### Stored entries
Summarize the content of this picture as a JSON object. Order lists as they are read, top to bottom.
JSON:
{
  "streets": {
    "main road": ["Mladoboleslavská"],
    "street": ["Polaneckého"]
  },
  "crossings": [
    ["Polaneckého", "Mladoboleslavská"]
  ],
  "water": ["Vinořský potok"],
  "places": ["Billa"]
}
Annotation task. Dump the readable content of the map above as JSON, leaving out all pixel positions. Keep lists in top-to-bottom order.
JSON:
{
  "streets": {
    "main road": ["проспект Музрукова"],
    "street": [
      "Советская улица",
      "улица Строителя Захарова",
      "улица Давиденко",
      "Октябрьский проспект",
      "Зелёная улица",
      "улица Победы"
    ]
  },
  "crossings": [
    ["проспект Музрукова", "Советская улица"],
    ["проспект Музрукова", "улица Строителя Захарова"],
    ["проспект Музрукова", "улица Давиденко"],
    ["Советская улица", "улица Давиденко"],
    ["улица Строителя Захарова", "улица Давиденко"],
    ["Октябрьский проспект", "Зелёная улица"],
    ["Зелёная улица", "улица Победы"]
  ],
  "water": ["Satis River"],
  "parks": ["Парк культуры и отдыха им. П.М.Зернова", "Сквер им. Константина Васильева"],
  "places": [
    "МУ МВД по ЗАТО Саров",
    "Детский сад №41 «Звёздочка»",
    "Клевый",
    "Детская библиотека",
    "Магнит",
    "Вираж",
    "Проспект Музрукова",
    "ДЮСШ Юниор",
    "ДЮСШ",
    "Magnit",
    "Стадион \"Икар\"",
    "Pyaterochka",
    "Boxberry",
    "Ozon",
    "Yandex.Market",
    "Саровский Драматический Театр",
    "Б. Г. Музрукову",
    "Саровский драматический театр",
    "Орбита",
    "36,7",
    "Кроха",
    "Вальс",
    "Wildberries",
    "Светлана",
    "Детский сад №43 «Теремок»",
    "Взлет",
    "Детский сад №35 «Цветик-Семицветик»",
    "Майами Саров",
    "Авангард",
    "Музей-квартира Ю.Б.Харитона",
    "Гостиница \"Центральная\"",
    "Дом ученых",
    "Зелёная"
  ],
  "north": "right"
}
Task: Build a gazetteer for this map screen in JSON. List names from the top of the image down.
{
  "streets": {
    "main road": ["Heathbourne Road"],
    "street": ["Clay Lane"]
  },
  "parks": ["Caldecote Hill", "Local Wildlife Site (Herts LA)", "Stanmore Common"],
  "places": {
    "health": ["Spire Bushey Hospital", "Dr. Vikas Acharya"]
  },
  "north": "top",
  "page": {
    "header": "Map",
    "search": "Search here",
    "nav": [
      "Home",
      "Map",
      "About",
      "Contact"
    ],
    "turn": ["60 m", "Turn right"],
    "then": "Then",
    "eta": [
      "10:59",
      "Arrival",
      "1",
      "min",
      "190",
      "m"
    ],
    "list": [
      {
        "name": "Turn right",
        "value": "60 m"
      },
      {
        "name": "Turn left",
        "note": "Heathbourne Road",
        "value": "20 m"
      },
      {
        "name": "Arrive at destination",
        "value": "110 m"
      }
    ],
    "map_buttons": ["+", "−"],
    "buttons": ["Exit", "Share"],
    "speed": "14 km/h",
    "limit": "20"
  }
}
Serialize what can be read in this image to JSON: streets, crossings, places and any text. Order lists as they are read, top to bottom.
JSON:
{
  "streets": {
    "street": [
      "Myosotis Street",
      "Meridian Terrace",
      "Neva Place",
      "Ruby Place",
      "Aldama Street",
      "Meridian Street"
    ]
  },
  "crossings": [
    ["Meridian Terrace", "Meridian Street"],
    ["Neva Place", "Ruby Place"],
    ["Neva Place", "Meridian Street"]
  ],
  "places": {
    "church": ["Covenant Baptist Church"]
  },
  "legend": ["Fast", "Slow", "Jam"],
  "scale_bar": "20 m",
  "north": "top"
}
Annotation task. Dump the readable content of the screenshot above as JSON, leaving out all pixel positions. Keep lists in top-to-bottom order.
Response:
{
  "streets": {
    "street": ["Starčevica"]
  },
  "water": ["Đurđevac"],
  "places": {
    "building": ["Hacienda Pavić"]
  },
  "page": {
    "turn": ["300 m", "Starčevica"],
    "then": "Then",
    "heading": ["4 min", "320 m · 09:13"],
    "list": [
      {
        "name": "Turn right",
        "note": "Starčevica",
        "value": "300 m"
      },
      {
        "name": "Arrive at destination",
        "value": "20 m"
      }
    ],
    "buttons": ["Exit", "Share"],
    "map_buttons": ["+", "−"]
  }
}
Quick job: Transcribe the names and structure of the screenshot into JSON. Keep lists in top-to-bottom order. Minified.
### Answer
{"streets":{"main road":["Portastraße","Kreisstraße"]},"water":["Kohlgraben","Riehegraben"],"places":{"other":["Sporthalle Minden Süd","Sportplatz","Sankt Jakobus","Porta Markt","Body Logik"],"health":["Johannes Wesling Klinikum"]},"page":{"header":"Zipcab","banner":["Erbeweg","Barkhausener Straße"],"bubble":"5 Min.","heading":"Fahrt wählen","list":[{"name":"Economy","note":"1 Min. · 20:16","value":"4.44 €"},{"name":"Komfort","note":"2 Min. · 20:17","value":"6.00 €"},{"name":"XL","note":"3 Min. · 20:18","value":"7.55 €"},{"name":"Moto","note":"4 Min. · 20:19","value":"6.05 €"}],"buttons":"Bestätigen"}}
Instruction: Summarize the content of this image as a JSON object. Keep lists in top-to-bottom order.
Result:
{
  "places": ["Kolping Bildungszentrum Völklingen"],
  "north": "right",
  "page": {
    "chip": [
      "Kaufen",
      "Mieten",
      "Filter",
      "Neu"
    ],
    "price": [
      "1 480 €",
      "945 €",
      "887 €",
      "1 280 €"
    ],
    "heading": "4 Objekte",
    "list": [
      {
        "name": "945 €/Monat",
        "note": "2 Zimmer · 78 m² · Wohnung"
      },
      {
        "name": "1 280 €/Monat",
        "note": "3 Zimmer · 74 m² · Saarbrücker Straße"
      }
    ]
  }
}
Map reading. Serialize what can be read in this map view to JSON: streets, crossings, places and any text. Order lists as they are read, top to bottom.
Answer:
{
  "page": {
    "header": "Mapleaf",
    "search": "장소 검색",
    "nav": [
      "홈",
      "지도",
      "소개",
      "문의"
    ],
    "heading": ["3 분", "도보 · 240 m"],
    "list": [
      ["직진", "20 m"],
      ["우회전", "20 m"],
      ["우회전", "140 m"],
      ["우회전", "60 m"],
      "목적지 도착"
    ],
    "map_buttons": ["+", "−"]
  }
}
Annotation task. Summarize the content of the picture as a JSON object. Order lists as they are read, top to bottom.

### WORK ITEM
The answer must be a word-for-word reproduction of every record above.

### REPLY
Summarize the content of this picture as a JSON object. Order lists as they are read, top to bottom.
JSON:
{
  "streets": {
    "main road": ["Mladoboleslavská"],
    "street": ["Polaneckého"]
  },
  "crossings": [
    ["Polaneckého", "Mladoboleslavská"]
  ],
  "water": ["Vinořský potok"],
  "places": ["Billa"]
}
Annotation task. Dump the readable content of the map above as JSON, leaving out all pixel positions. Keep lists in top-to-bottom order.
JSON:
{
  "streets": {
    "main road": ["проспект Музрукова"],
    "street": [
      "Советская улица",
      "улица Строителя Захарова",
      "улица Давиденко",
      "Октябрьский проспект",
      "Зелёная улица",
      "улица Победы"
    ]
  },
  "crossings": [
    ["проспект Музрукова", "Советская улица"],
    ["проспект Музрукова", "улица Строителя Захарова"],
    ["проспект Музрукова", "улица Давиденко"],
    ["Советская улица", "улица Давиденко"],
    ["улица Строителя Захарова", "улица Давиденко"],
    ["Октябрьский проспект", "Зелёная улица"],
    ["Зелёная улица", "улица Победы"]
  ],
  "water": ["Satis River"],
  "parks": ["Парк культуры и отдыха им. П.М.Зернова", "Сквер им. Константина Васильева"],
  "places": [
    "МУ МВД по ЗАТО Саров",
    "Детский сад №41 «Звёздочка»",
    "Клевый",
    "Детская библиотека",
    "Магнит",
    "Вираж",
    "Проспект Музрукова",
    "ДЮСШ Юниор",
    "ДЮСШ",
    "Magnit",
    "Стадион \"Икар\"",
    "Pyaterochka",
    "Boxberry",
    "Ozon",
    "Yandex.Market",
    "Саровский Драматический Театр",
    "Б. Г. Музрукову",
    "Саровский драматический театр",
    "Орбита",
    "36,7",
    "Кроха",
    "Вальс",
    "Wildberries",
    "Светлана",
    "Детский сад №43 «Теремок»",
    "Взлет",
    "Детский сад №35 «Цветик-Семицветик»",
    "Майами Саров",
    "Авангард",
    "Музей-квартира Ю.Б.Харитона",
    "Гостиница \"Центральная\"",
    "Дом ученых",
    "Зелёная"
  ],
  "north": "right"
}
Task: Build a gazetteer for this map screen in JSON. List names from the top of the image down.
{
  "streets": {
    "main road": ["Heathbourne Road"],
    "street": ["Clay Lane"]
  },
  "parks": ["Caldecote Hill", "Local Wildlife Site (Herts LA)", "Stanmore Common"],
  "places": {
    "health": ["Spire Bushey Hospital", "Dr. Vikas Acharya"]
  },
  "north": "top",
  "page": {
    "header": "Map",
    "search": "Search here",
    "nav": [
      "Home",
      "Map",
      "About",
      "Contact"
    ],
    "turn": ["60 m", "Turn right"],
    "then": "Then",
    "eta": [
      "10:59",
      "Arrival",
      "1",
      "min",
      "190",
      "m"
    ],
    "list": [
      {
        "name": "Turn right",
        "value": "60 m"
      },
      {
        "name": "Turn left",
        "note": "Heathbourne Road",
        "value": "20 m"
      },
      {
        "name": "Arrive at destination",
        "value": "110 m"
      }
    ],
    "map_buttons": ["+", "−"],
    "buttons": ["Exit", "Share"],
    "speed": "14 km/h",
    "limit": "20"
  }
}
Serialize what can be read in this image to JSON: streets, crossings, places and any text. Order lists as they are read, top to bottom.
JSON:
{
  "streets": {
    "street": [
      "Myosotis Street",
      "Meridian Terrace",
      "Neva Place",
      "Ruby Place",
      "Aldama Street",
      "Meridian Street"
    ]
  },
  "crossings": [
    ["Meridian Terrace", "Meridian Street"],
    ["Neva Place", "Ruby Place"],
    ["Neva Place", "Meridian Street"]
  ],
  "places": {
    "church": ["Covenant Baptist Church"]
  },
  "legend": ["Fast", "Slow", "Jam"],
  "scale_bar": "20 m",
  "north": "top"
}
Annotation task. Dump the readable content of the screenshot above as JSON, leaving out all pixel positions. Keep lists in top-to-bottom order.
Response:
{
  "streets": {
    "street": ["Starčevica"]
  },
  "water": ["Đurđevac"],
  "places": {
    "building": ["Hacienda Pavić"]
  },
  "page": {
    "turn": ["300 m", "Starčevica"],
    "then": "Then",
    "heading": ["4 min", "320 m · 09:13"],
    "list": [
      {
        "name": "Turn right",
        "note": "Starčevica",
        "value": "300 m"
      },
      {
        "name": "Arrive at destination",
        "value": "20 m"
      }
    ],
    "buttons": ["Exit", "Share"],
    "map_buttons": ["+", "−"]
  }
}
Quick job: Transcribe the names and structure of the screenshot into JSON. Keep lists in top-to-bottom order. Minified.
### Answer
{"streets":{"main road":["Portastraße","Kreisstraße"]},"water":["Kohlgraben","Riehegraben"],"places":{"other":["Sporthalle Minden Süd","Sportplatz","Sankt Jakobus","Porta Markt","Body Logik"],"health":["Johannes Wesling Klinikum"]},"page":{"header":"Zipcab","banner":["Erbeweg","Barkhausener Straße"],"bubble":"5 Min.","heading":"Fahrt wählen","list":[{"name":"Economy","note":"1 Min. · 20:16","value":"4.44 €"},{"name":"Komfort","note":"2 Min. · 20:17","value":"6.00 €"},{"name":"XL","note":"3 Min. · 20:18","value":"7.55 €"},{"name":"Moto","note":"4 Min. · 20:19","value":"6.05 €"}],"buttons":"Bestätigen"}}
Instruction: Summarize the content of this image as a JSON object. Keep lists in top-to-bottom order.
Result:
{
  "places": ["Kolping Bildungszentrum Völklingen"],
  "north": "right",
  "page": {
    "chip": [
      "Kaufen",
      "Mieten",
      "Filter",
      "Neu"
    ],
    "price": [
      "1 480 €",
      "945 €",
      "887 €",
      "1 280 €"
    ],
    "heading": "4 Objekte",
    "list": [
      {
        "name": "945 €/Monat",
        "note": "2 Zimmer · 78 m² · Wohnung"
      },
      {
        "name": "1 280 €/Monat",
        "note": "3 Zimmer · 74 m² · Saarbrücker Straße"
      }
    ]
  }
}
Map reading. Serialize what can be read in this map view to JSON: streets, crossings, places and any text. Order lists as they are read, top to bottom.
Answer:
{
  "page": {
    "header": "Mapleaf",
    "search": "장소 검색",
    "nav": [
      "홈",
      "지도",
      "소개",
      "문의"
    ],
    "heading": ["3 분", "도보 · 240 m"],
    "list": [
      ["직진", "20 m"],
      ["우회전", "20 m"],
      ["우회전", "140 m"],
      ["우회전", "60 m"],
      "목적지 도착"
    ],
    "map_buttons": ["+", "−"]
  }
}
Annotation task. Summarize the content of the picture as a JSON object. Order lists as they are read, top to bottom.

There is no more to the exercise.